The primary recommendation of the Task Force Report is the creation of a Detector R&D Coordinating Panel (DRDCP). The primary role of the panel would be to promote, coordinate and assist in generic detector R&D nationally on behalf of the community. It has been pointed out by many that DRDCP is difficult to pronounce. Some have dubbed it the “acronym panel”. To rectify the situation the Task Force is conducting a panel naming competition. Please send suggestions to taskforce@lists.purdue.edu by November 11 2011. The best suggestion, as judged by the Task Force, will receive a prize of $100.
In addition, the DPF is soliciting nominations for membership of the DRDCP. Please send nominations to Patty McBride, mcbride(at)fnal.gov .
The community is invited to leave comments on the task force here in the comments section.
It is not clear from the description of the DPF Task Force on Instrumentation in High Energy Physics whether the scope of the instrumentation includes the non-intercepting beam instrumentation that is used for optimizing the beams in accelerators and storage rings for DPF experiments.

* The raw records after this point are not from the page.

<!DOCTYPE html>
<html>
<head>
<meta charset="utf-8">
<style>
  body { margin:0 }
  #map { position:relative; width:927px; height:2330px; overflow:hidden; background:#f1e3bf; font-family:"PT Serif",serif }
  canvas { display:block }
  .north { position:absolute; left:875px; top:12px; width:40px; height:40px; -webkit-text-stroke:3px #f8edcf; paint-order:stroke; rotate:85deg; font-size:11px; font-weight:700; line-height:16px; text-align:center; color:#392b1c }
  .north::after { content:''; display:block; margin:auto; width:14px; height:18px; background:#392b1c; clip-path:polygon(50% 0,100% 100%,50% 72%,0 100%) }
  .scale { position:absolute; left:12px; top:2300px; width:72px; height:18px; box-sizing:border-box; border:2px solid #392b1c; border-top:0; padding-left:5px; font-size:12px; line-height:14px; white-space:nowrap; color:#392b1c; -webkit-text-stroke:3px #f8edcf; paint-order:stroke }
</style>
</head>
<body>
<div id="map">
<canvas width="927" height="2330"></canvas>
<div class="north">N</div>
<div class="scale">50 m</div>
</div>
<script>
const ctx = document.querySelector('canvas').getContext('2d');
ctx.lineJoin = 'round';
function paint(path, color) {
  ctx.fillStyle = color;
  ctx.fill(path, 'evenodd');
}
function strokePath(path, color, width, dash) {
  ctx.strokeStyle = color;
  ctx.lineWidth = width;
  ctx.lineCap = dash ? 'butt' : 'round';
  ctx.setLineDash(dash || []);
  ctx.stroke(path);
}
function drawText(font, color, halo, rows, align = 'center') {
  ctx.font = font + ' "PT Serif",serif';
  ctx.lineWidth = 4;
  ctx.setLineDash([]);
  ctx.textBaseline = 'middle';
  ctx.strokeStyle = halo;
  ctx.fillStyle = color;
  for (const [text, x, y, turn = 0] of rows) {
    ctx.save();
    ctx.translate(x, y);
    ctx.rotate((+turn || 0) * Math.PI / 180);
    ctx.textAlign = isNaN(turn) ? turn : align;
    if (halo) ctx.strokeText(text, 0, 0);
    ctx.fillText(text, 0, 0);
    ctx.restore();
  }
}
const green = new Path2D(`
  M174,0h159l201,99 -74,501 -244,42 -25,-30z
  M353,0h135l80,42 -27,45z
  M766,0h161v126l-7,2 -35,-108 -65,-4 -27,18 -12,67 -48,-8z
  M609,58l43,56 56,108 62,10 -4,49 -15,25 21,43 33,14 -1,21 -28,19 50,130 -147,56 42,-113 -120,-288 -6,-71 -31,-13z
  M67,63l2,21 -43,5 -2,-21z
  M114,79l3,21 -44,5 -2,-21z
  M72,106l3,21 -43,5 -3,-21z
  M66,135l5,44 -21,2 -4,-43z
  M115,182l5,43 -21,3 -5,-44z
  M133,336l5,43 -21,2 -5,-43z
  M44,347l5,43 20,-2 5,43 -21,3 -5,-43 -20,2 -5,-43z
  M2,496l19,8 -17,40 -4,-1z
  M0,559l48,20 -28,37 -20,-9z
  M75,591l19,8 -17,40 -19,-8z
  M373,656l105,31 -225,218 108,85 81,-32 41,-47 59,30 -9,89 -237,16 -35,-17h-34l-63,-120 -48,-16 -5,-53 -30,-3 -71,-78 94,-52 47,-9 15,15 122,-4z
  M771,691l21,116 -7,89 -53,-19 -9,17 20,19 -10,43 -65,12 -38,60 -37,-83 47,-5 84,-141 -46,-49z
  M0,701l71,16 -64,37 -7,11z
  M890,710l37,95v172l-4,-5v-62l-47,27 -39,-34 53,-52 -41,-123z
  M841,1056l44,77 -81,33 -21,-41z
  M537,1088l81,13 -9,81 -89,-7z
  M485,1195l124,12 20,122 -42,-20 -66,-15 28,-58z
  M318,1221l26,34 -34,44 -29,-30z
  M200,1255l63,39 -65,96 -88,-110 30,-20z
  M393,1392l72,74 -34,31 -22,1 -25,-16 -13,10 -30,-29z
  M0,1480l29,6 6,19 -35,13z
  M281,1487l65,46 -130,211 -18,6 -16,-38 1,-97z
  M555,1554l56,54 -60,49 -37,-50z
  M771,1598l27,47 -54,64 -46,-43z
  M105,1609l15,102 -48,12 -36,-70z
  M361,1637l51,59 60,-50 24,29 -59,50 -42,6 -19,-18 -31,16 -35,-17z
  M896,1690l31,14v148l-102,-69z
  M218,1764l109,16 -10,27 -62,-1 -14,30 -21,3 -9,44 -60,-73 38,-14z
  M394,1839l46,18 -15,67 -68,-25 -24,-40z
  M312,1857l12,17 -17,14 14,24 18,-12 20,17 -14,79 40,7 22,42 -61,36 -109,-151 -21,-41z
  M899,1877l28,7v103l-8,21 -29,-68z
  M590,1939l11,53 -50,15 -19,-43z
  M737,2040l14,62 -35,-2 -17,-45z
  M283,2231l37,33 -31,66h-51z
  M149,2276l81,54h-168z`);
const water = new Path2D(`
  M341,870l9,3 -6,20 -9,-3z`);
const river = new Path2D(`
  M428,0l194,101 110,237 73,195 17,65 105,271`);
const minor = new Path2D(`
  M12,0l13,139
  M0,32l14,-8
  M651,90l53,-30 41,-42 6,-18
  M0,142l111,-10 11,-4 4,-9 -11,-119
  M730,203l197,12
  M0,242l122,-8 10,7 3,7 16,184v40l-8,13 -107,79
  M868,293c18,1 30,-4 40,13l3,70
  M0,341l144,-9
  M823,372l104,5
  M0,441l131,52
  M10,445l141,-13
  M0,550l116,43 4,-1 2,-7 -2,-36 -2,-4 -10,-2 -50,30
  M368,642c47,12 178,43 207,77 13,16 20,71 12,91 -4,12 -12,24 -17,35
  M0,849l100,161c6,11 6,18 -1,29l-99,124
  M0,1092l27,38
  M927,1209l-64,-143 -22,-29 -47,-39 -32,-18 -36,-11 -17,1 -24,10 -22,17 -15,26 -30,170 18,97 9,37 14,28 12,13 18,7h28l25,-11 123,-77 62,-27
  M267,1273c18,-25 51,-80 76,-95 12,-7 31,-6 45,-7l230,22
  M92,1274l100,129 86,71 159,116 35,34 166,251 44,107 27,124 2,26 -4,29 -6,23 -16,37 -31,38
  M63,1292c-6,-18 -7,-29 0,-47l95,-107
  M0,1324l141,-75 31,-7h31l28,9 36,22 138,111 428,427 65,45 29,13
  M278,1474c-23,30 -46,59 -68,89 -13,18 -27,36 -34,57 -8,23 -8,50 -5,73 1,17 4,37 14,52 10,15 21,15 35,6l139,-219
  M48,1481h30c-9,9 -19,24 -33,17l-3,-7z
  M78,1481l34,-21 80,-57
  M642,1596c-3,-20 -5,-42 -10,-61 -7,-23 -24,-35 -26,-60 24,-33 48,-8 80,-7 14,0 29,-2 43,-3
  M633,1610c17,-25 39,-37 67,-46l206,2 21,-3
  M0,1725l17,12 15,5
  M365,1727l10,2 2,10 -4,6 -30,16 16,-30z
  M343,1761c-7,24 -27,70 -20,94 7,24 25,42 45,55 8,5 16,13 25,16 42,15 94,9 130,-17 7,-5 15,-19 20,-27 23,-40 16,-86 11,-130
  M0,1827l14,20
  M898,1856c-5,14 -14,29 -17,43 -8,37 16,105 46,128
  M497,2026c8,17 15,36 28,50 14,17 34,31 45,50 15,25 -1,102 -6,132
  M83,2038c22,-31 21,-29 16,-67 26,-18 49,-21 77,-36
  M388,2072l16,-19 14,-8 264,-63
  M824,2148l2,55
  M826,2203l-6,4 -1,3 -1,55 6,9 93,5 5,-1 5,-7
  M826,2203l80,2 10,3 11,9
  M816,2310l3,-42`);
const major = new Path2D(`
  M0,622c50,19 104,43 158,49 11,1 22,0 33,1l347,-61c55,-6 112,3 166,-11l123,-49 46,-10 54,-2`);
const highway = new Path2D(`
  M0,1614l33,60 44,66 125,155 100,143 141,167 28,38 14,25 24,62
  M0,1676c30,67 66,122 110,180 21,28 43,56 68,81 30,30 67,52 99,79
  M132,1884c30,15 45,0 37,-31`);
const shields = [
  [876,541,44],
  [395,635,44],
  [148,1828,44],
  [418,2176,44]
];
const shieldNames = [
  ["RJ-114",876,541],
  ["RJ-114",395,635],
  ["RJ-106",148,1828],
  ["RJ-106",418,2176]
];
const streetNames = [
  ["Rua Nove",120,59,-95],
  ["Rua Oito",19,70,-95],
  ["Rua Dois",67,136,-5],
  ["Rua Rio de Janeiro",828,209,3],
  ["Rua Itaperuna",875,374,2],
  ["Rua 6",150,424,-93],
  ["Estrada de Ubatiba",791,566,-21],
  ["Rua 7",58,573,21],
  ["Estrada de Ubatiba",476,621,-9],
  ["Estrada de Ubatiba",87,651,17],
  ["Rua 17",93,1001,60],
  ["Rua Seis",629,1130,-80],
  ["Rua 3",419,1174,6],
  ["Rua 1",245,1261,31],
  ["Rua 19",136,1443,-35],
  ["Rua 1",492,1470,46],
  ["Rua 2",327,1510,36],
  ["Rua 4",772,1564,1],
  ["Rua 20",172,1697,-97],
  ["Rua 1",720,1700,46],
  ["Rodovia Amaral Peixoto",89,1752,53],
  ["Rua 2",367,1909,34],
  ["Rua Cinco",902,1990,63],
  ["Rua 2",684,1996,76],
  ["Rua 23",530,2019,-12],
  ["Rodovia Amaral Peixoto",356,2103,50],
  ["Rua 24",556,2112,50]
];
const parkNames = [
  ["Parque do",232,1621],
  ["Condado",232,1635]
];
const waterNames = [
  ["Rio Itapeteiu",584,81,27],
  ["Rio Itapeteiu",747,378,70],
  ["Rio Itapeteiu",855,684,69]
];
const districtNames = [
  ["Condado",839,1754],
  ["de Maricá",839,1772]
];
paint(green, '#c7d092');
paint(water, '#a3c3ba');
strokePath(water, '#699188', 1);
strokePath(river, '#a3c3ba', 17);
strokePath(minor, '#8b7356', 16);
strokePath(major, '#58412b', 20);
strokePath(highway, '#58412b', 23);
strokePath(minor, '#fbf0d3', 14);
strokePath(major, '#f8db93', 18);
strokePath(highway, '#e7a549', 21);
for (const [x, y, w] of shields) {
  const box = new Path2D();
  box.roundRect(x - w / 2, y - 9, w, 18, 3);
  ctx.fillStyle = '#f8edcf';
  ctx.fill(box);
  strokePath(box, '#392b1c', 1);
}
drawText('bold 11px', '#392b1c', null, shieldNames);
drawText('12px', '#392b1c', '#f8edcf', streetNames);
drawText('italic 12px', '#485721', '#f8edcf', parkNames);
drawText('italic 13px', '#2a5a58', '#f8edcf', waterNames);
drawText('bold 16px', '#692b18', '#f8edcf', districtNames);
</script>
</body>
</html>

The scope should include all non-intercepting beam instrumentation that is used for increasing luminosity of accelerated and colliding beams, such as beam steering, bunch phase space measurement, beam tune (Fourier sidebands in colliders), and beam cooling (e.g., antiproton and muon beams). For example, Simon van der Meer’s work in this area was instrumental in the success of the CERN ISR and SPS colliding beam physics. (Who would have imagined that Liouville’s Theorem limit could be violated). Turning on and optimizing the beams in the LHC is another example. Still another possible example is the instrumentation used for minimization of beam halo and detector background.